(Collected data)

+++

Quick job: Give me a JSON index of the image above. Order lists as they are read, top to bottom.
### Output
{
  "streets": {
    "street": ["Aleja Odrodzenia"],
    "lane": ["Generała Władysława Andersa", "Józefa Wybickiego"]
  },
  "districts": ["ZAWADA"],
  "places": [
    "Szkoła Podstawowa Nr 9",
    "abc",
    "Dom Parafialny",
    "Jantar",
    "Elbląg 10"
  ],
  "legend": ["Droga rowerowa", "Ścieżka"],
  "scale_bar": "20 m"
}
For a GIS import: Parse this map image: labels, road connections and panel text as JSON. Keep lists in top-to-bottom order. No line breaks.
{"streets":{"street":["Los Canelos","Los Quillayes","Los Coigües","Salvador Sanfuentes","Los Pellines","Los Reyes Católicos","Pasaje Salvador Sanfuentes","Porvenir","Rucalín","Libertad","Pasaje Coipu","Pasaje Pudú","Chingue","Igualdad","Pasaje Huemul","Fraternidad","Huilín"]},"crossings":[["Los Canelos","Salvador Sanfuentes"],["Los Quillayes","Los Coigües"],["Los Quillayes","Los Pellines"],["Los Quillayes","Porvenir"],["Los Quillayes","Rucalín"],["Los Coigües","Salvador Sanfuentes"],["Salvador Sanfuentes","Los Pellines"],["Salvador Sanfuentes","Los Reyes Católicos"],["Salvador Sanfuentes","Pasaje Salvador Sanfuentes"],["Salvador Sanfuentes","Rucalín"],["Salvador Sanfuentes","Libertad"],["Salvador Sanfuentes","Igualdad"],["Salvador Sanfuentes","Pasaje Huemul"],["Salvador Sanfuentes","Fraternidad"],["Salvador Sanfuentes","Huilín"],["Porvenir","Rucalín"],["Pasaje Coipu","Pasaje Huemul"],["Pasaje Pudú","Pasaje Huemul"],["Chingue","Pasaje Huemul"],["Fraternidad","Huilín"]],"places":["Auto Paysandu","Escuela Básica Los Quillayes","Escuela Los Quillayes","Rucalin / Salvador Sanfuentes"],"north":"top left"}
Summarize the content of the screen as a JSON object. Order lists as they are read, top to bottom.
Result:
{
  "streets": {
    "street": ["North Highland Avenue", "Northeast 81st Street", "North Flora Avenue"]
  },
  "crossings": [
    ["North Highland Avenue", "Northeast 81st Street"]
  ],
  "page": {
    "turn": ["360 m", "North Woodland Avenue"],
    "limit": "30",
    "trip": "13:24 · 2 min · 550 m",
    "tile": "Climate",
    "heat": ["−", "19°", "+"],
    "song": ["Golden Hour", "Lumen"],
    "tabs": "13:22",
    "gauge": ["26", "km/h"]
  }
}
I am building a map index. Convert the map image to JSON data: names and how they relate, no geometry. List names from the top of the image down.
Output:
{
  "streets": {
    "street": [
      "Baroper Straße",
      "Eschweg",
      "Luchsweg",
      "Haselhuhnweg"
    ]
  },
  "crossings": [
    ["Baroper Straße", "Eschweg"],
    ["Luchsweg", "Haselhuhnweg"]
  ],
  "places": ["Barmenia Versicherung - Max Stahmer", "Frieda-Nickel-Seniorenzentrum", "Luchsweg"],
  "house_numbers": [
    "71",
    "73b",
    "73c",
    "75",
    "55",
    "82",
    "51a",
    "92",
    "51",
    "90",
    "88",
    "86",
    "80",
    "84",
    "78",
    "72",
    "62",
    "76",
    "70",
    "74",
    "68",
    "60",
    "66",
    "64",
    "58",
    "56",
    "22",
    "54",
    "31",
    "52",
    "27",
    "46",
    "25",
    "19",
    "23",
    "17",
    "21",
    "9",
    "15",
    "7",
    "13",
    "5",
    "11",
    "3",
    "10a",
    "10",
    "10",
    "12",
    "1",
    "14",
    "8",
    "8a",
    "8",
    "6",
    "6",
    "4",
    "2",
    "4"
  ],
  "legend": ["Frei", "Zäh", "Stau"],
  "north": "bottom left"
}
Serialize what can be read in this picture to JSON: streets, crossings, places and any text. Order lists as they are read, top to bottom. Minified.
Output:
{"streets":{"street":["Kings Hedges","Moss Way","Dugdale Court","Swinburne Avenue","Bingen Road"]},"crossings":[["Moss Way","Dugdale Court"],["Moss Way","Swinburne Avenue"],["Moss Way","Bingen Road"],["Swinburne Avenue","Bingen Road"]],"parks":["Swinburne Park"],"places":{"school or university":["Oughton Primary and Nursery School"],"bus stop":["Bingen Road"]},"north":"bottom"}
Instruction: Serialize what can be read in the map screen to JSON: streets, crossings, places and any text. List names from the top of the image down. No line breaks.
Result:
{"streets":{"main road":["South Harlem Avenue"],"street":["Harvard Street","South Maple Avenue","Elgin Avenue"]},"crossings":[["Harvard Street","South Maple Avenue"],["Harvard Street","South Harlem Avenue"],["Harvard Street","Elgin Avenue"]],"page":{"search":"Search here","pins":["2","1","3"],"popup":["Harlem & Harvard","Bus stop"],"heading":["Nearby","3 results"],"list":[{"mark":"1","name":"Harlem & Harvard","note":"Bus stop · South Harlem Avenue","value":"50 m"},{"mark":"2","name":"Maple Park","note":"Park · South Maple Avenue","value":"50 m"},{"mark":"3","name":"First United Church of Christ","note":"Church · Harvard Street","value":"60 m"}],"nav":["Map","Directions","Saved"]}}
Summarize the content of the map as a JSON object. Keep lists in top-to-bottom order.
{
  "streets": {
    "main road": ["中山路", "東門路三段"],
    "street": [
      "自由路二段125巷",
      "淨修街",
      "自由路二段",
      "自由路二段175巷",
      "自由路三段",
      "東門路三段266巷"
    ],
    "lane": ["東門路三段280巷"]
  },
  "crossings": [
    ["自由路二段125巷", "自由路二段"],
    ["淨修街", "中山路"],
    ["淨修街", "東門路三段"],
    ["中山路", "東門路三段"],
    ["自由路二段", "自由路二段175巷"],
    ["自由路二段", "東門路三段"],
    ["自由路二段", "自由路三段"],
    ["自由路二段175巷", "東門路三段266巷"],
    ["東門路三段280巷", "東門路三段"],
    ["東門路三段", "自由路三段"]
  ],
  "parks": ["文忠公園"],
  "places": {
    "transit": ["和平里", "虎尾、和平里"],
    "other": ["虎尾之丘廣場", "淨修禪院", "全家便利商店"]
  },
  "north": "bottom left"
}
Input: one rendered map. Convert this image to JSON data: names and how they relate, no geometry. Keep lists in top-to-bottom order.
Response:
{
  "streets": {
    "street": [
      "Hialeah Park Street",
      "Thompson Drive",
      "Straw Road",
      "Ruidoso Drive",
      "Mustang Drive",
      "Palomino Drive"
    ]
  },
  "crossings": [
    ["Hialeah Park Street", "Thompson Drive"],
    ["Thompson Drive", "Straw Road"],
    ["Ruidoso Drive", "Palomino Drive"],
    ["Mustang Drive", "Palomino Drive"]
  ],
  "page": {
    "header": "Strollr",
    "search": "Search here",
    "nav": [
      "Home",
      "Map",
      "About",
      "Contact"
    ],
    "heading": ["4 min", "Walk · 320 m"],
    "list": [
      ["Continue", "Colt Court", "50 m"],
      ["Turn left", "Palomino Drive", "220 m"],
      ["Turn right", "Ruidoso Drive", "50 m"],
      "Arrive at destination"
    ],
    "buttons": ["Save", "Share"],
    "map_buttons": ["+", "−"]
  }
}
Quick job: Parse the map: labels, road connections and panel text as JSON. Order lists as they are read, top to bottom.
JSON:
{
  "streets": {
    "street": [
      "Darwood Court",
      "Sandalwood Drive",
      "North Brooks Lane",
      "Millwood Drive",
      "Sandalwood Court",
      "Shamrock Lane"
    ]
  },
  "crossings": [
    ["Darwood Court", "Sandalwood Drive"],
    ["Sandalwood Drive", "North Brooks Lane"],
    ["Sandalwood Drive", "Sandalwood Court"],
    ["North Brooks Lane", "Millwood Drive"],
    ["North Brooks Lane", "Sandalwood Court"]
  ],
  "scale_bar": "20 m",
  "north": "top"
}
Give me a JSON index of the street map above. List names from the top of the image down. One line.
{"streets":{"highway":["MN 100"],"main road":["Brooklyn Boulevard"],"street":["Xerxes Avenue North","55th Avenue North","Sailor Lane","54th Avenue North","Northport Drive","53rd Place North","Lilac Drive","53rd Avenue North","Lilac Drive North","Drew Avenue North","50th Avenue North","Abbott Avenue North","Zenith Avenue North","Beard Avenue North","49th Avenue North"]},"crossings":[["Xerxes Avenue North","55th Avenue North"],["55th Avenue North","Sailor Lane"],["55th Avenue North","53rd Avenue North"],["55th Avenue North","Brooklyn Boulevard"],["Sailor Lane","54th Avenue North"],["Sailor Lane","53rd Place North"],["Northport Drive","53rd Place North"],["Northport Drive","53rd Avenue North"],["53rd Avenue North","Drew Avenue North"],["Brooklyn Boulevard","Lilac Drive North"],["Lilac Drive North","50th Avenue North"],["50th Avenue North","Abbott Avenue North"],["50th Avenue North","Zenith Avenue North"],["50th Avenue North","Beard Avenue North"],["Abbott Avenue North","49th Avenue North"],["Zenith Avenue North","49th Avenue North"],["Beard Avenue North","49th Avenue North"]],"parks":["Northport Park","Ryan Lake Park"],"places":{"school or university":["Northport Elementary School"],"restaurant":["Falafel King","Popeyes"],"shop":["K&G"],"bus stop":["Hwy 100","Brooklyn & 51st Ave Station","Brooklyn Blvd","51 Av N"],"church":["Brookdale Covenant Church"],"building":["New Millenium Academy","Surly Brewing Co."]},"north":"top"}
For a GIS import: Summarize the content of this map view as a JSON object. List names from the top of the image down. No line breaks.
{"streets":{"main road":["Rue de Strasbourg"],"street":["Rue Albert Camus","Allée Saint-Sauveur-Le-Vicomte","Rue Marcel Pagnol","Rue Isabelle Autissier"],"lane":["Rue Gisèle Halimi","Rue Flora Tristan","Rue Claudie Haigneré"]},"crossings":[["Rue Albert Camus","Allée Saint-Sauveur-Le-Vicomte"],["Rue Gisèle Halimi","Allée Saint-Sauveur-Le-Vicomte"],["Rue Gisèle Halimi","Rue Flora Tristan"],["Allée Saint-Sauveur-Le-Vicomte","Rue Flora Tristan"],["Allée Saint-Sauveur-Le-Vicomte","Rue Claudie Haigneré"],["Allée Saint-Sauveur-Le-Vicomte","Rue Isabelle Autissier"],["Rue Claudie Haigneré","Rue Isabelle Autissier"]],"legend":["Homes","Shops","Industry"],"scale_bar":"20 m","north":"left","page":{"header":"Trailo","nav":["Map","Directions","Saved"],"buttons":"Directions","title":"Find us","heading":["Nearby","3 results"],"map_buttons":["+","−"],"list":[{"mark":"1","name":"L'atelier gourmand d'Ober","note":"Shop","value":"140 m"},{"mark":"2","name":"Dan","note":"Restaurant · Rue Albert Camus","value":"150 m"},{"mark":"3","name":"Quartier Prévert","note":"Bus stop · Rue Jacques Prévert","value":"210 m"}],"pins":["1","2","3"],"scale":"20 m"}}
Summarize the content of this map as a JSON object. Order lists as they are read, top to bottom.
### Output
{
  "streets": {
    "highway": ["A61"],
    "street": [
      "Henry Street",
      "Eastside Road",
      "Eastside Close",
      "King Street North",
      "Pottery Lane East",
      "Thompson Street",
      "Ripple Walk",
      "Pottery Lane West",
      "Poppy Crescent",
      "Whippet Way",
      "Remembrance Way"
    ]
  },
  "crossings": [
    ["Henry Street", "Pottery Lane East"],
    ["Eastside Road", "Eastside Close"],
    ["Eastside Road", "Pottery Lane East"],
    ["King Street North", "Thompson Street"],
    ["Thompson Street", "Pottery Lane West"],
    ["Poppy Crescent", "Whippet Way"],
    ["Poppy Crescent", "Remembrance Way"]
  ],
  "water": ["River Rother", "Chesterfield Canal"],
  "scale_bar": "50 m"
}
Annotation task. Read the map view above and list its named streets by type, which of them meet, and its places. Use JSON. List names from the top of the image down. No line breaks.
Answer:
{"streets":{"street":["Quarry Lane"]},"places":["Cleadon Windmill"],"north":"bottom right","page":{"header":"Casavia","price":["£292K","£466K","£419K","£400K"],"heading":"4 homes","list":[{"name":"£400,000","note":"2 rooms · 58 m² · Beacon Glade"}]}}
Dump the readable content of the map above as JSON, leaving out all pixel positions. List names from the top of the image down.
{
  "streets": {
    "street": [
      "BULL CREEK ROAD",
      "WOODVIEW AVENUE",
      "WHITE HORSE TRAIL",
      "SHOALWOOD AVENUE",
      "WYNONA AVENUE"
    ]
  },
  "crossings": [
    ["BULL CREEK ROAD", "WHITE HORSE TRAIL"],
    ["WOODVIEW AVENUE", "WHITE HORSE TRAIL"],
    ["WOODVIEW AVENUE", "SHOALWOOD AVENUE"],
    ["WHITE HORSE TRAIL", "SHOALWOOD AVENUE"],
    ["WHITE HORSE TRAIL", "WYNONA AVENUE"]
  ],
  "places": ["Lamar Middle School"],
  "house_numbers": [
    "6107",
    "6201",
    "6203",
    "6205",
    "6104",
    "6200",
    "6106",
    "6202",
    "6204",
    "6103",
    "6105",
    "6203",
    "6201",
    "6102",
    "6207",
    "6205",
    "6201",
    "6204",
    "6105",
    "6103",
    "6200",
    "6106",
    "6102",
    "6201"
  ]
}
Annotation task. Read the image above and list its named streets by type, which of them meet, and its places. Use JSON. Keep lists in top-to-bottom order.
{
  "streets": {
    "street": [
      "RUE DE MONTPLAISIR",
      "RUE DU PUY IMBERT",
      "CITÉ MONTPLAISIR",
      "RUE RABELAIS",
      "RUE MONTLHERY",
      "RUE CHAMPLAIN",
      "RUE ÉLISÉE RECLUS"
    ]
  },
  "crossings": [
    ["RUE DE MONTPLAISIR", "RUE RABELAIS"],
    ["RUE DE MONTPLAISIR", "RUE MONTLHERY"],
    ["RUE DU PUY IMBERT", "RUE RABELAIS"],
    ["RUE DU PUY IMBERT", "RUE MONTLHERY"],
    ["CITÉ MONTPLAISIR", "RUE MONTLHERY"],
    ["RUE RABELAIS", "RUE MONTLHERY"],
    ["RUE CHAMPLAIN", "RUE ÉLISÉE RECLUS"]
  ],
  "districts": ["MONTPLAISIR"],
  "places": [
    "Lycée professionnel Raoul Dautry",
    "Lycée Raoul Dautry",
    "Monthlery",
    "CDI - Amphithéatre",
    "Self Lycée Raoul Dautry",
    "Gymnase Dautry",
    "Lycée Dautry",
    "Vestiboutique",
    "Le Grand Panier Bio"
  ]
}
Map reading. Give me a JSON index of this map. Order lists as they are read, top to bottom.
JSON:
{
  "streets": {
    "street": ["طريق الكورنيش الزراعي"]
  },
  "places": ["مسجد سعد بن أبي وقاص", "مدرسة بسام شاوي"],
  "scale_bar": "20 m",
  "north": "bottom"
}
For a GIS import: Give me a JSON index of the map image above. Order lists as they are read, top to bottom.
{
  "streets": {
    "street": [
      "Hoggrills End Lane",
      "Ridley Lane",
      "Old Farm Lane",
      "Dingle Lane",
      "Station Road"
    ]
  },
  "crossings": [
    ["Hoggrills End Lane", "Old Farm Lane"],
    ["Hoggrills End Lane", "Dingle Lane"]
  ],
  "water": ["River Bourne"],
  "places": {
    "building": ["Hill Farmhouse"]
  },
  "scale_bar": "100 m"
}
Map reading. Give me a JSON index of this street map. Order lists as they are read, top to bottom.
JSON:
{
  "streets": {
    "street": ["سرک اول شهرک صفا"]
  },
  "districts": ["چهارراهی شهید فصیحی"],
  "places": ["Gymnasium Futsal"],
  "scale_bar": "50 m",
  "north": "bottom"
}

+++

The answer must consist of every line above that holds the string "geometry", copied exactly.

__Solution for this problem__
I am building a map index. Convert the map image to JSON data: names and how they relate, no geometry. List names from the top of the image down.
Input: one rendered map. Convert this image to JSON data: names and how they relate, no geometry. Keep lists in top-to-bottom order.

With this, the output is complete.